Thursday, January 5, 2006
The use of weather derivatives in the energy industry
Weather derivatives are financial contracts that guarantee a weather index of some kind (e.g., temperature, wind, precipitation, streamflow) to buyer. While a seller of weather instrument can hardly deliver the desired weather, he can make the counterparty whole by compensating for differences between the “guaranteed' and actual weather. In fact, weather derivatives are quite similar to financial contracts on tangible commodities such as natural gas or precious metals that are settled by the buyer receiving or paying cash based on the difference between the guaranteed index and the current (“spot”) price of the commodity.

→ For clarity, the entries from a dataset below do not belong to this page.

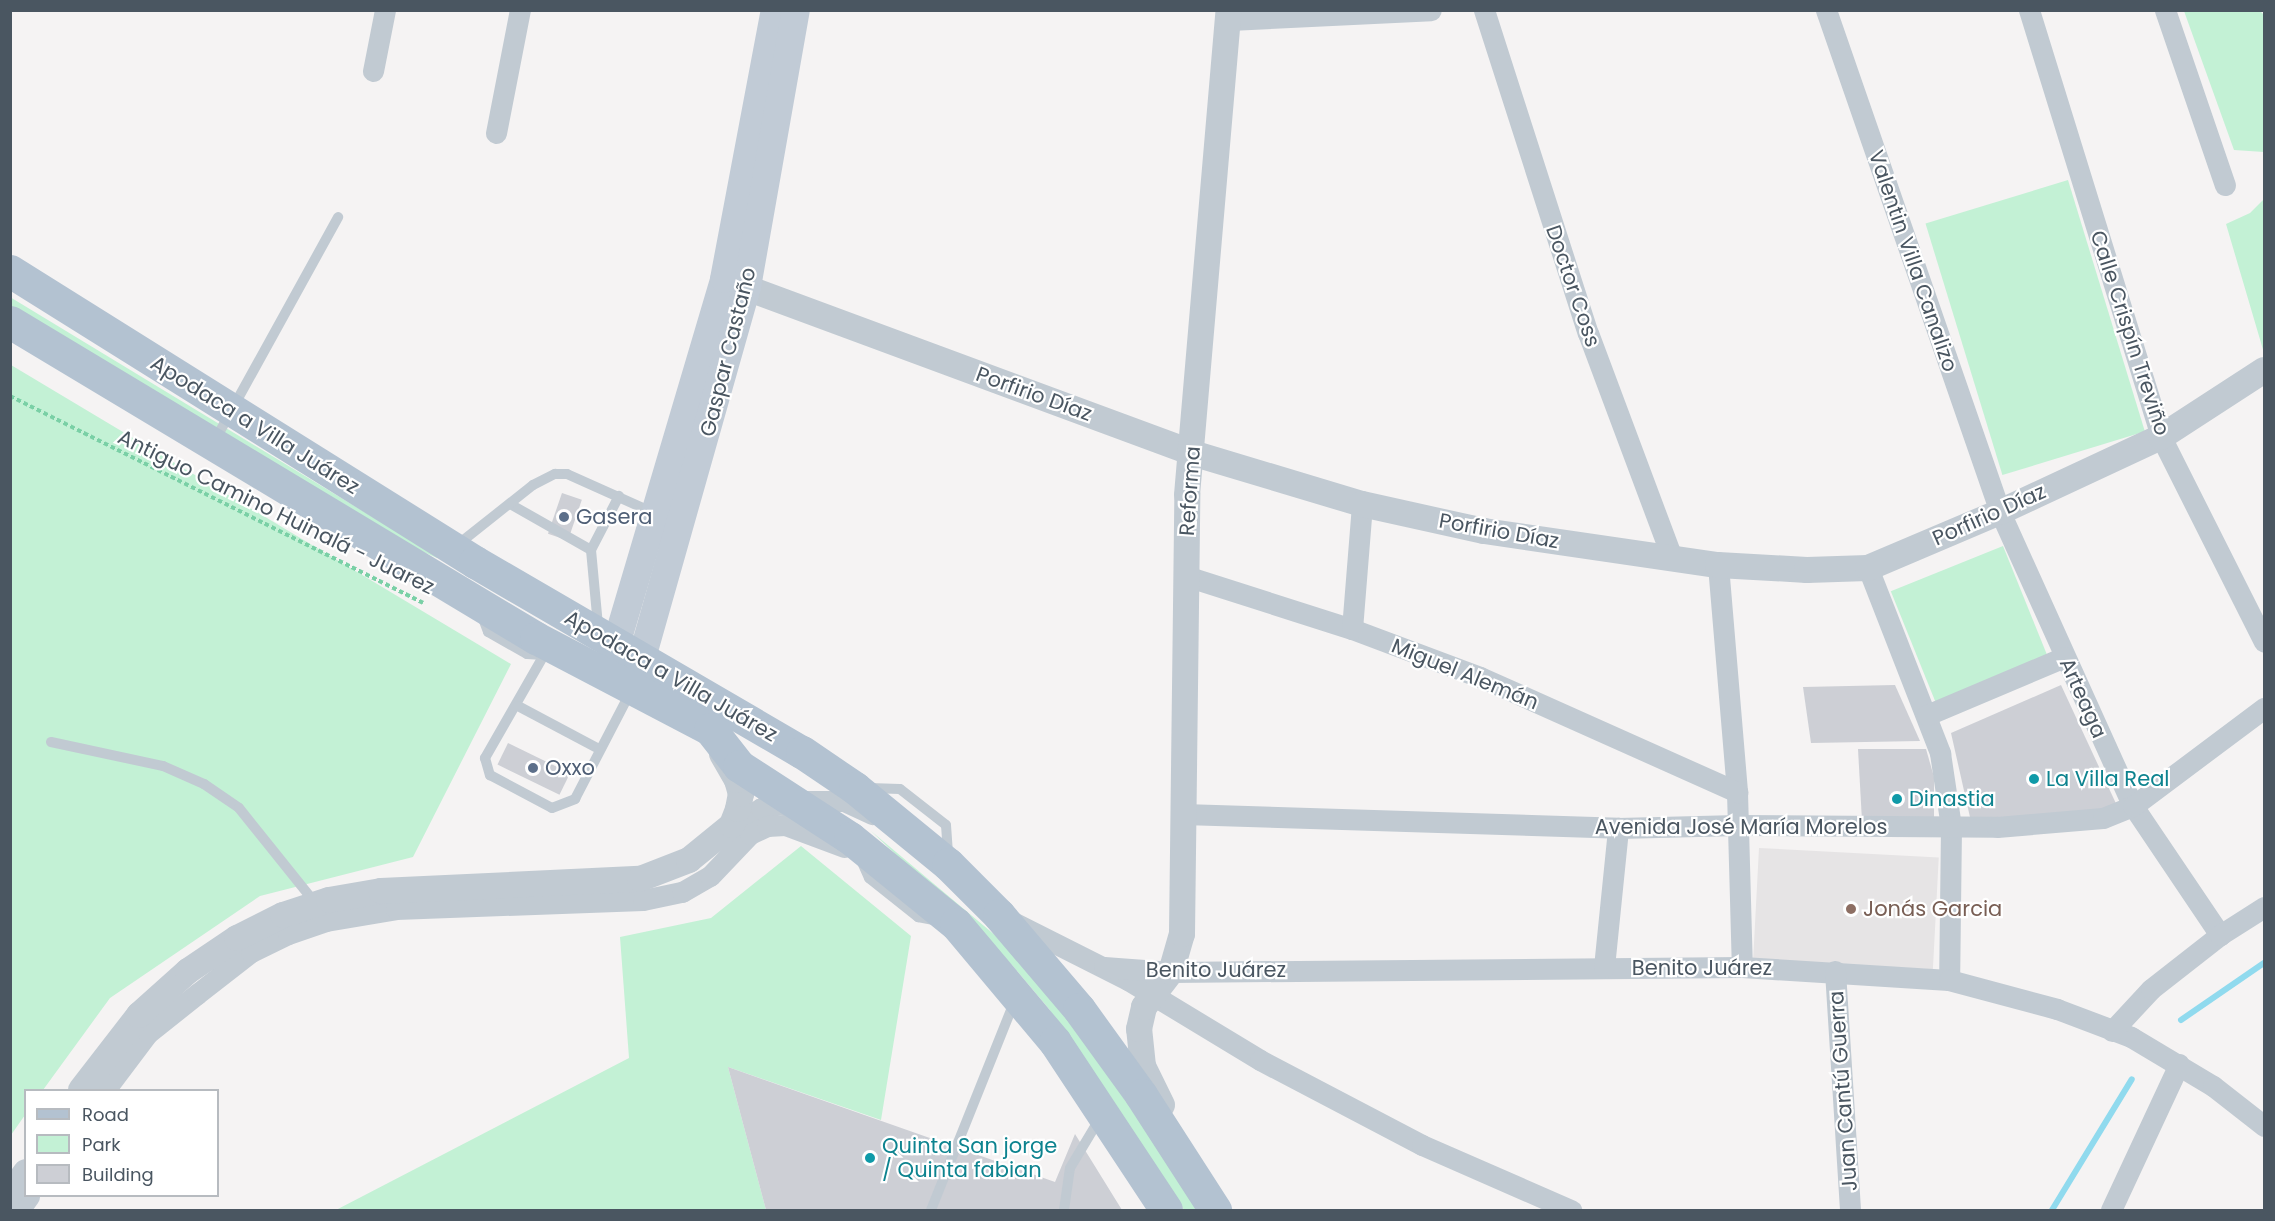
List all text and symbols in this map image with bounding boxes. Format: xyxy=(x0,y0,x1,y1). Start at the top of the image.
street label: Valentin Villa Canalizo xyxy=(1863,147,1963,375)
street label: Doctor Coss xyxy=(1540,222,1606,350)
street label: Calle Crispín Treviño xyxy=(2085,227,2175,439)
street label: Gaspar Castaño xyxy=(695,265,761,439)
street label: Apodaca a Villa Juárez xyxy=(146,350,364,500)
street label: Porfirio Díaz xyxy=(973,361,1095,427)
street label: Antiguo Camino Huinalá - Juarez xyxy=(114,424,438,600)
street label: Reforma xyxy=(1174,445,1206,537)
street label: Porfirio Díaz xyxy=(1928,479,2050,551)
place label: Gasera xyxy=(576,504,653,530)
street label: Porfirio Díaz xyxy=(1437,508,1561,554)
marker: Gasera xyxy=(557,510,571,524)
street label: Apodaca a Villa Juárez xyxy=(560,605,782,747)
street label: Miguel Alemán xyxy=(1388,633,1542,715)
street label: Arteaga xyxy=(2054,654,2112,742)
place label: Oxxo xyxy=(545,755,595,781)
marker: Oxxo xyxy=(526,761,540,775)
place label: La Villa Real xyxy=(2046,766,2170,792)
marker: La Villa Real xyxy=(2027,772,2041,786)
place label: Dinastia xyxy=(1909,786,1995,812)
marker: Dinastia xyxy=(1890,792,1904,806)
street label: Avenida José María Morelos xyxy=(1595,814,1887,840)
place label: Jonás Garcia xyxy=(1863,896,2002,922)
marker: Jonás Garcia xyxy=(1844,902,1858,916)
street label: Benito Juárez xyxy=(1632,955,1772,981)
street label: Benito Juárez xyxy=(1146,957,1286,983)
street label: Juan Cantú Guerra xyxy=(1823,990,1863,1192)
legend xyxy=(24,1089,219,1197)
text: Road xyxy=(82,1102,129,1127)
text: Park xyxy=(82,1132,121,1157)
place label: Quinta San jorge / Quinta fabian xyxy=(882,1133,1057,1183)
marker: Quinta San jorge / Quinta fabian xyxy=(863,1151,877,1165)
text: Building xyxy=(82,1162,154,1187)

Although weather based contracts, like any other derivatives, can (and in fact are) used for speculation, their primary purpose is hedging weather related risks. Ski resorts, golf courses, farmers, builders, and even wine bars use weather derivatives to hedge for that “rainy day.” But the largest consumer in weather derivatives market is the energy industry. Indeed, much of the volumetric exposure in the energy sector is weather driven. Gas and electricity demand is tightly linked with heating (and cooling) degree days. Energy generated by hydro power plants is controlled by streamflow levels, and output of wind farms is at the mercy of wind speed and direction.
Modeling weather derivatives requires estimates of expected future weather conditions as well as building stochastic models for temperature, streamflow, wind, precipitation etc. While the former had always been the focus of atmospheric science, the latter remains much less explored.
One of the latest additions to financial markets, weather derivatives marry atmospheric science with mathematical finance and, when applied to energy risk management, with power system engineering. As trading volumes grow, so does the importance of the accurate modeling of weather instruments and their applications.
Victor Dvortsov is a Senior Consultant with Commercial and Trading department of PacifiCorp. Victor's foray into financial world started with a brief tenure at the Enron Weather Risk Management desk in 2001. Prior to that, Victor did postdoctoral research with Susan Solomon at NOAA Aeronomy Lab, where he was involved in stratospheric ozone modeling. Victor holds a Ph.D. in Atmospheric Science from SUNY Stony Brook and a M.S. in Mathematical Physics from St. Petersburg University.